Malo Claeys, narrateur de Défaite des maîtres et possesseurs est l’un d’eux. Il était employé dans un ministère, employé à inspecter. Il est aujourd’hui membre d’un comité d’éthique qui travaille à une loi relative à l’amélioration des conditions de fin de vie des humains.
Malo n’a pas connu le nomadisme de ses ancêtres. Ses parents ont fait partie des colonisateurs et lui est né quinze ans après l’installation des siens. Après les guerres et l’extermination d’un grand nombre d’humains. Pour leur bien d’ailleurs car ils avaient réussi à tellement gâcher leur belle planète qu’ils n’en avaient plus pour longtemps avant de s’exterminer eux-mêmes pour les dernières ressources ou de mourir de pollution. Désormais Malo et les siens, qui s’appellent ironiquement les démons, dominent la planète. Comme les humains avaient avant eux réparti les animaux (à exterminer, à manger, à exploiter, à garder près de soi…), les nouveaux maîtres ont asservi les humains en trois catégories. Que je ne révèlerai pas encore, car je suis bien certaine que des lecteurs trop curieux sont encore là à me lire et qu’après ils m’en voudront d’en avoir trop dit… Mais ça ne va pas durer, il va falloir que je lâche le morceau pour souligner toute l’intelligence de ce livre…
Malo possède une humaine de compagnie : Iris. Au tout début du roman, on apprend qu’elle est blessée, qu’il doit la mener à l’hôpital pour être soignée, malgré ses réticences à lui. Il semble beaucoup l’aimer mais Iris est en situation irrégulière, à cause de lui. Leur relation est au cœur de l’intrigue de Défaite des maîtres et possesseurs : dans quelles conditions Malo a-t-il acquis Iris, comment leur relation a-t-elle évolué, que révèle-t-elle chez lui… Elle illustre tout le reste, tout ce que Vincent Message exprime par ailleurs à travers le récit de Malo : quelles relations celui qui est au sommet de la chaîne alimentaire parce qu’il détient le pouvoir entretient-il avec les créatures qui ne lui sont inférieures que parce qu’elles sont moins puissantes ?
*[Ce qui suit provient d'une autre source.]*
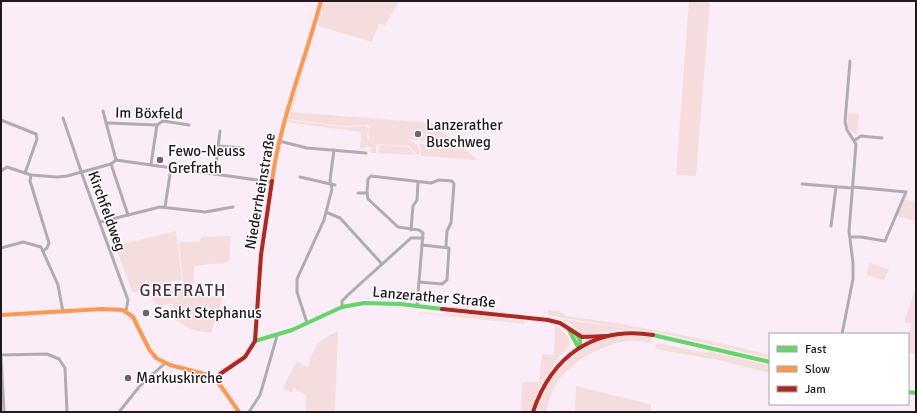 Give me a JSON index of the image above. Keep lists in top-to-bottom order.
{
  "streets": {
    "main road": ["Niederrheinstraße", "Lanzerather Straße"],
    "street": ["Im Böxfeld", "Kirchfeldweg"]
  },
  "crossings": [
    ["Niederrheinstraße", "Lanzerather Straße"]
  ],
  "districts": ["GREFRATH"],
  "places": [
    "Lanzerather Buschweg",
    "Fewo-Neuss Grefrath",
    "Sankt Stephanus",
    "Markuskirche"
  ],
  "legend": ["Fast", "Slow", "Jam"]
}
Les hommes étaient supérieurs aux oiseaux, c’est entendu – mais il faut reconnaître tout de même qu’ils ne volaient pas aussi bien.
Grâce à ses discours, les maîtres et possesseurs argumentent, tergiversent, justifient leur domination. Le but, quelle que soit leur espèces, est d’assouvir ici et maintenant leurs besoins, leurs envies et leurs caprices. En s’enfonçant si nécessaire la tête dans le sable pour ne pas voir ce que ça coute. Vincent Message nous la sort du sable pour une scène d’abattage qui risque de choquer plus d’un lecteur. Et c’est le but : écrire noir sur blanc ce qu’on ne veut pas voir car c’est insupportable. Avec dans le rôle des victimes les anciens maîtres et possesseurs qui longtemps se sont cru invincibles et ont été les bourreaux. Si ces extraterrestres nous ressemblent tant, c’est bien parce qu’ils sont nous, parce qu’ils permettent à l’auteur de nous mettre en scène.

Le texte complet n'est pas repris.